Data for processing
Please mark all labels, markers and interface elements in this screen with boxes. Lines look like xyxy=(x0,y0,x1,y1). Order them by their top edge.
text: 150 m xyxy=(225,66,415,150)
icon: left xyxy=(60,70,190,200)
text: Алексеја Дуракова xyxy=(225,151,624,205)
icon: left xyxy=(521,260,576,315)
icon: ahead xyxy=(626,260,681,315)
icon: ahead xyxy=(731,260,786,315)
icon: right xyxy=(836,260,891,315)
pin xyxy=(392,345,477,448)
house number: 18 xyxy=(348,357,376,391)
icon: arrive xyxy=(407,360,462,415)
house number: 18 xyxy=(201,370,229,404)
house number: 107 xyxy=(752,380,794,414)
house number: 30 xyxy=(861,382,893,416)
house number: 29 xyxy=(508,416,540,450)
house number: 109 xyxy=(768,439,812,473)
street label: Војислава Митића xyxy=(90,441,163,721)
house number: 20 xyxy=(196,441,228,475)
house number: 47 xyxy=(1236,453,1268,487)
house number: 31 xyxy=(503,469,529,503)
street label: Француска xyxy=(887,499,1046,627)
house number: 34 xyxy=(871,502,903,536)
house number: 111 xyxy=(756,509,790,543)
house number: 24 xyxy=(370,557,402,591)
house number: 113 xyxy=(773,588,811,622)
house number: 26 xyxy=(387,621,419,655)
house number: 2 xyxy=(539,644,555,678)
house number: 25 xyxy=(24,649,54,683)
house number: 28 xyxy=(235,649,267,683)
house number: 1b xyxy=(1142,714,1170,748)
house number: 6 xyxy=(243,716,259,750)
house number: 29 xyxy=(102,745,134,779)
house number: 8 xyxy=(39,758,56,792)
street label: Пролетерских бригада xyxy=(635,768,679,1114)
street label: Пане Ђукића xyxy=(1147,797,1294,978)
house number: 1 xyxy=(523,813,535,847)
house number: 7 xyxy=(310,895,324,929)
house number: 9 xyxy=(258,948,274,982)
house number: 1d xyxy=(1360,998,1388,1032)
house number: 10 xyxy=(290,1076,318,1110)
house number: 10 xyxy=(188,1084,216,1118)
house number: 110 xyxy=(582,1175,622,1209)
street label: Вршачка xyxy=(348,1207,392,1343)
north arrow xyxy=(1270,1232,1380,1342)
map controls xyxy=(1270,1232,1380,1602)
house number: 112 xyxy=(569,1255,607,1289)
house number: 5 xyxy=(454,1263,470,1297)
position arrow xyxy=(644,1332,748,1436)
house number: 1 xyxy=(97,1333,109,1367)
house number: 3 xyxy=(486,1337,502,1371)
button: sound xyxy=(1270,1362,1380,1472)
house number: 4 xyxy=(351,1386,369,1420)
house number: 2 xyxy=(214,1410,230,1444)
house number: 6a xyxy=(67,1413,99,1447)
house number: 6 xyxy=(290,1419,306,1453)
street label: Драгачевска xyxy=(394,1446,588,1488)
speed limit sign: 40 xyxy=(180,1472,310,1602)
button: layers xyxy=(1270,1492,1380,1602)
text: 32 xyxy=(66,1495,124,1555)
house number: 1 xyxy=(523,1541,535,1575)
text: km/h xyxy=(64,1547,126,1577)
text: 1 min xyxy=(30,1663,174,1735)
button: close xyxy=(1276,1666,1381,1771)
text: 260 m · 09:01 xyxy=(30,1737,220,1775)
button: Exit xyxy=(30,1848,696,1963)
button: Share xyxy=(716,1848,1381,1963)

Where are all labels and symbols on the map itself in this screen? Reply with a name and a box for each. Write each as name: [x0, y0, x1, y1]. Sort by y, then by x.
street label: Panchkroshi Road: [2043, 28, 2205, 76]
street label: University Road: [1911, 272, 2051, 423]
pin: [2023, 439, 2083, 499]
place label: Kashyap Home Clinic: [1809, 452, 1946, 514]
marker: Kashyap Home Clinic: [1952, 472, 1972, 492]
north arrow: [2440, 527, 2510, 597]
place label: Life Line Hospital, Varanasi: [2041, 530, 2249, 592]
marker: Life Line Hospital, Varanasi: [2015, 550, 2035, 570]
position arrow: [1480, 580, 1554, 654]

Brief
Which lines of the data contain the word "labels"? Copy each one.

Exercise solution
Please mark all labels, markers and interface elements in this screen with boxes. Lines look like xyxy=(x0,y0,x1,y1). Order them by their top edge.
Where are all labels and symbols on the map itself in this screen? Reply with a name and a box for each. Write each as name: [x0, y0, x1, y1]. Sort by y, then by x.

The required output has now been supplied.